*Stored data entries:*
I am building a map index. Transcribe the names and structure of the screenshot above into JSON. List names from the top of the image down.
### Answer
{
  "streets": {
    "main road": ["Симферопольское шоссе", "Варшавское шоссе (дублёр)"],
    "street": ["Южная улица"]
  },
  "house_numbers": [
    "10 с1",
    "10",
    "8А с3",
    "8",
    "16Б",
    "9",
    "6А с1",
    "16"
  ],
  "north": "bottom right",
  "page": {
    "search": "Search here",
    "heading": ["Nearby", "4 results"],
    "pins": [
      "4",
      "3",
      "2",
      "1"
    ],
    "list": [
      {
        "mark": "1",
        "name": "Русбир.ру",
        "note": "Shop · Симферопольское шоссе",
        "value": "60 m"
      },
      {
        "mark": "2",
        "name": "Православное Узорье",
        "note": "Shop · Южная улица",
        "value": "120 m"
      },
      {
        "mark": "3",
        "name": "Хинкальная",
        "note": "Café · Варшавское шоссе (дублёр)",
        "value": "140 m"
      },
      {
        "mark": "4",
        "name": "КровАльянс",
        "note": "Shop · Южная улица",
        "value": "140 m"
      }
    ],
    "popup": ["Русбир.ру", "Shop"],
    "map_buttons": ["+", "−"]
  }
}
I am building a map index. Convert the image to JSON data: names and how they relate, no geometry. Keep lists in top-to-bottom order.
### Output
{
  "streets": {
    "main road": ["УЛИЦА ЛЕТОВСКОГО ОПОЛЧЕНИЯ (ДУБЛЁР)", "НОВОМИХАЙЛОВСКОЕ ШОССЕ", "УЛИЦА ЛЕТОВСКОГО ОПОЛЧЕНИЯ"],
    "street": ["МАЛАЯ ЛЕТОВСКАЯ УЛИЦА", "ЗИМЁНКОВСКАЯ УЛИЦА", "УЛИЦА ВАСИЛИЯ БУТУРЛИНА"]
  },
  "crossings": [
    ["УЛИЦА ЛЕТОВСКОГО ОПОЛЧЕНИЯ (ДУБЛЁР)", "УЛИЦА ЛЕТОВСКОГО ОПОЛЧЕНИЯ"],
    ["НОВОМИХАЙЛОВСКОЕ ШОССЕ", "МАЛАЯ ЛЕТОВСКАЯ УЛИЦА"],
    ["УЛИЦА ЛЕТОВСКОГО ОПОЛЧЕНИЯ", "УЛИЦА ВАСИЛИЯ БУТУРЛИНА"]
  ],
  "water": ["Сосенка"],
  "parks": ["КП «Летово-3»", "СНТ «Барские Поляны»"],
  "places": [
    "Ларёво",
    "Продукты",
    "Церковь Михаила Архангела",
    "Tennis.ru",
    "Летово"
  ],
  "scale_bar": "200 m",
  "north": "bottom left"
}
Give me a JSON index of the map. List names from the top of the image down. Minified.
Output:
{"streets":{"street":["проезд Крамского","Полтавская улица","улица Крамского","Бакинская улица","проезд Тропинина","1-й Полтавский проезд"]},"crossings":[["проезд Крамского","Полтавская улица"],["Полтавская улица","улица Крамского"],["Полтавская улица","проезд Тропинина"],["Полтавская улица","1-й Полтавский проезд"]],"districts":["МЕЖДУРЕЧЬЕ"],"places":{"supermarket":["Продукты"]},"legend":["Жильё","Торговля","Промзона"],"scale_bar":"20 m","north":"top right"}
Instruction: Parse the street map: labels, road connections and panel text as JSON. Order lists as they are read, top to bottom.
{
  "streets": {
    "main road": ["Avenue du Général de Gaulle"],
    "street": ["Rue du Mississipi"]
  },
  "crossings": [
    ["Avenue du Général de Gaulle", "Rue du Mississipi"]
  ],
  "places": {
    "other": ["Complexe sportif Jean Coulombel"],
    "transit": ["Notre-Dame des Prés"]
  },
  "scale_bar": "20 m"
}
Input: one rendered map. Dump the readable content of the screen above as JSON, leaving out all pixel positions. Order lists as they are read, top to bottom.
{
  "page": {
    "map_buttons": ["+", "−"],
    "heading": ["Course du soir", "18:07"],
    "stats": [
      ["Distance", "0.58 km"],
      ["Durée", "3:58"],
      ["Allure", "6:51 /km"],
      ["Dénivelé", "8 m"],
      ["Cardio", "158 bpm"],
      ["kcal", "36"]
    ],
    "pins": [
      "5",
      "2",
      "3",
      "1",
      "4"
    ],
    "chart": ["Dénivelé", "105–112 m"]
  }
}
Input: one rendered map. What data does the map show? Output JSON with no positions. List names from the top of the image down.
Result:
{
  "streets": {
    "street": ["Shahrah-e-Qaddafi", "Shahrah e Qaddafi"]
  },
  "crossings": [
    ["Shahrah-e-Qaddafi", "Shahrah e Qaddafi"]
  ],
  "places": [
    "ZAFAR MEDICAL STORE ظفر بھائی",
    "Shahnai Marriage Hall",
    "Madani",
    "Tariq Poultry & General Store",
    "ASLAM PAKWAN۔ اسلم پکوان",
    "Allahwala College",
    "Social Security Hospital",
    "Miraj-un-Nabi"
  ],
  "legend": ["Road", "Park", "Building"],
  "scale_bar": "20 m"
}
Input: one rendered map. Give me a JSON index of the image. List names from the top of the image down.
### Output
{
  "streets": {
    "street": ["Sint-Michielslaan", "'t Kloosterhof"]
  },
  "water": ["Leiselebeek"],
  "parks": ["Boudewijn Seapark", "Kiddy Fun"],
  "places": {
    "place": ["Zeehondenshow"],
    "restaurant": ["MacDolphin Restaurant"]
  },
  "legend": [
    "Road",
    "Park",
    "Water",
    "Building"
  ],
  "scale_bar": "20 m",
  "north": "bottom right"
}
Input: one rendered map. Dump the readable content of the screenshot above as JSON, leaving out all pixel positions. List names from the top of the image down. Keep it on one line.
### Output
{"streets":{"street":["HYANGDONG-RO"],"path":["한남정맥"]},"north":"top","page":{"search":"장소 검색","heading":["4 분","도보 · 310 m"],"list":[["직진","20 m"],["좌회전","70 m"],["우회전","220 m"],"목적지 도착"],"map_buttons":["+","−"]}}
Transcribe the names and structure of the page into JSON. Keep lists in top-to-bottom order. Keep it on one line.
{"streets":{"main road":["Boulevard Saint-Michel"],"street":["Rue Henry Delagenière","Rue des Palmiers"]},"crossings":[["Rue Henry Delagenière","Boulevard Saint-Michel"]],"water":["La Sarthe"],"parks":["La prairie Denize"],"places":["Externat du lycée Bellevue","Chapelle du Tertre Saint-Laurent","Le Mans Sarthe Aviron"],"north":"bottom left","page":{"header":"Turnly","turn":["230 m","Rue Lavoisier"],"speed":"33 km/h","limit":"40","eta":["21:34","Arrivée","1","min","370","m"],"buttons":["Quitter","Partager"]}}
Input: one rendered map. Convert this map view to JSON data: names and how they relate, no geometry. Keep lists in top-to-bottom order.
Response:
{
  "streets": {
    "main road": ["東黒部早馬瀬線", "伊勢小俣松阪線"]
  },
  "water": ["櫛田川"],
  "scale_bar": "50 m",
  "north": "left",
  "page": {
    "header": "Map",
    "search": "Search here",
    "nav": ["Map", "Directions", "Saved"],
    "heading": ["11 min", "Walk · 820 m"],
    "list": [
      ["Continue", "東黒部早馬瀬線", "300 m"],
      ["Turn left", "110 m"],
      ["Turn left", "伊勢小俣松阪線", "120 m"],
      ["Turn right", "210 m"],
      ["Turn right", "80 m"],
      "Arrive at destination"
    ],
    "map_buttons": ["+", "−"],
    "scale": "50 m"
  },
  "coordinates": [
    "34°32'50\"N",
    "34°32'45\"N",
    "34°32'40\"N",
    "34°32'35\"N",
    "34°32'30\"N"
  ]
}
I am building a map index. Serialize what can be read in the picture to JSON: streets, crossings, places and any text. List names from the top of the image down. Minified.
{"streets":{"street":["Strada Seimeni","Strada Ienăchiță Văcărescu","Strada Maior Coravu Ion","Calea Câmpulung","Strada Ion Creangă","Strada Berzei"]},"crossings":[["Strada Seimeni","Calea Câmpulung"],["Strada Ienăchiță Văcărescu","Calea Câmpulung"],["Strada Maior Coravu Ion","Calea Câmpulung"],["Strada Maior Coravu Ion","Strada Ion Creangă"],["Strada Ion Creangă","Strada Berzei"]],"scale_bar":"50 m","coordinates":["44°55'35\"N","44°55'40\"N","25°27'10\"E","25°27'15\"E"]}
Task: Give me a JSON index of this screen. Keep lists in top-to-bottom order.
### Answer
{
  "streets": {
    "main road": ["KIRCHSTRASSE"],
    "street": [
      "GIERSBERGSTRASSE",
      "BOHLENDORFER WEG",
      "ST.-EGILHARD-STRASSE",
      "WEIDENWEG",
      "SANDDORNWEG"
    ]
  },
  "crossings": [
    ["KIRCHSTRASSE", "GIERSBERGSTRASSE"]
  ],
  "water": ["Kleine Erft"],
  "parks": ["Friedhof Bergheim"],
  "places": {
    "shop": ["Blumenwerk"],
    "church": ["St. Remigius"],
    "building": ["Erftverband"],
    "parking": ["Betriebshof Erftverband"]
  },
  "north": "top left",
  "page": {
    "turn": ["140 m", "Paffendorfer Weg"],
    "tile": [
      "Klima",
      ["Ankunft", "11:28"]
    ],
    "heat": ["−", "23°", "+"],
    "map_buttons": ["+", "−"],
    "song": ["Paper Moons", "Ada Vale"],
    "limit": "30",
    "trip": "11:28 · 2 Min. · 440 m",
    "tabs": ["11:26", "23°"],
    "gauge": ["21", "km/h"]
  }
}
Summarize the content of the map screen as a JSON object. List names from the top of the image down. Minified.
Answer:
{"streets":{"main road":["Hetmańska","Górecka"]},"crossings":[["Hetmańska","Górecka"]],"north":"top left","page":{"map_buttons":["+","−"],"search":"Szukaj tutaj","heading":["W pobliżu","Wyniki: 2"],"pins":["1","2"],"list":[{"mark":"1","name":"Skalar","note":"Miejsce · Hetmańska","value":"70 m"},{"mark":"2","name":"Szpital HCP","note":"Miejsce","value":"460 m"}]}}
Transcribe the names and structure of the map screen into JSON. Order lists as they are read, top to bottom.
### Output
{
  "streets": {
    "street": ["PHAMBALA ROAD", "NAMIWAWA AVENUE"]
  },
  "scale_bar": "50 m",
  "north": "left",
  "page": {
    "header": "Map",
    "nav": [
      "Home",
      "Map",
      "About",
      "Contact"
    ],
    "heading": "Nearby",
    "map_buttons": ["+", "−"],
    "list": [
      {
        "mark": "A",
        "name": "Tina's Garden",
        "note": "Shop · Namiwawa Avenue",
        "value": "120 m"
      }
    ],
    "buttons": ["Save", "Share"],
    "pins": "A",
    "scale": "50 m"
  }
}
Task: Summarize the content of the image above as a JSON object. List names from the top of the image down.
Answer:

*THE TASK:*
If a line falls between the first line of the data above and the line holding "I am building a map index. Convert", inclusive, retype it exactly; retype no other line.

*TASK RESPONSE:*
I am building a map index. Transcribe the names and structure of the screenshot above into JSON. List names from the top of the image down.
### Answer
{
  "streets": {
    "main road": ["Симферопольское шоссе", "Варшавское шоссе (дублёр)"],
    "street": ["Южная улица"]
  },
  "house_numbers": [
    "10 с1",
    "10",
    "8А с3",
    "8",
    "16Б",
    "9",
    "6А с1",
    "16"
  ],
  "north": "bottom right",
  "page": {
    "search": "Search here",
    "heading": ["Nearby", "4 results"],
    "pins": [
      "4",
      "3",
      "2",
      "1"
    ],
    "list": [
      {
        "mark": "1",
        "name": "Русбир.ру",
        "note": "Shop · Симферопольское шоссе",
        "value": "60 m"
      },
      {
        "mark": "2",
        "name": "Православное Узорье",
        "note": "Shop · Южная улица",
        "value": "120 m"
      },
      {
        "mark": "3",
        "name": "Хинкальная",
        "note": "Café · Варшавское шоссе (дублёр)",
        "value": "140 m"
      },
      {
        "mark": "4",
        "name": "КровАльянс",
        "note": "Shop · Южная улица",
        "value": "140 m"
      }
    ],
    "popup": ["Русбир.ру", "Shop"],
    "map_buttons": ["+", "−"]
  }
}
I am building a map index. Convert the image to JSON data: names and how they relate, no geometry. Keep lists in top-to-bottom order.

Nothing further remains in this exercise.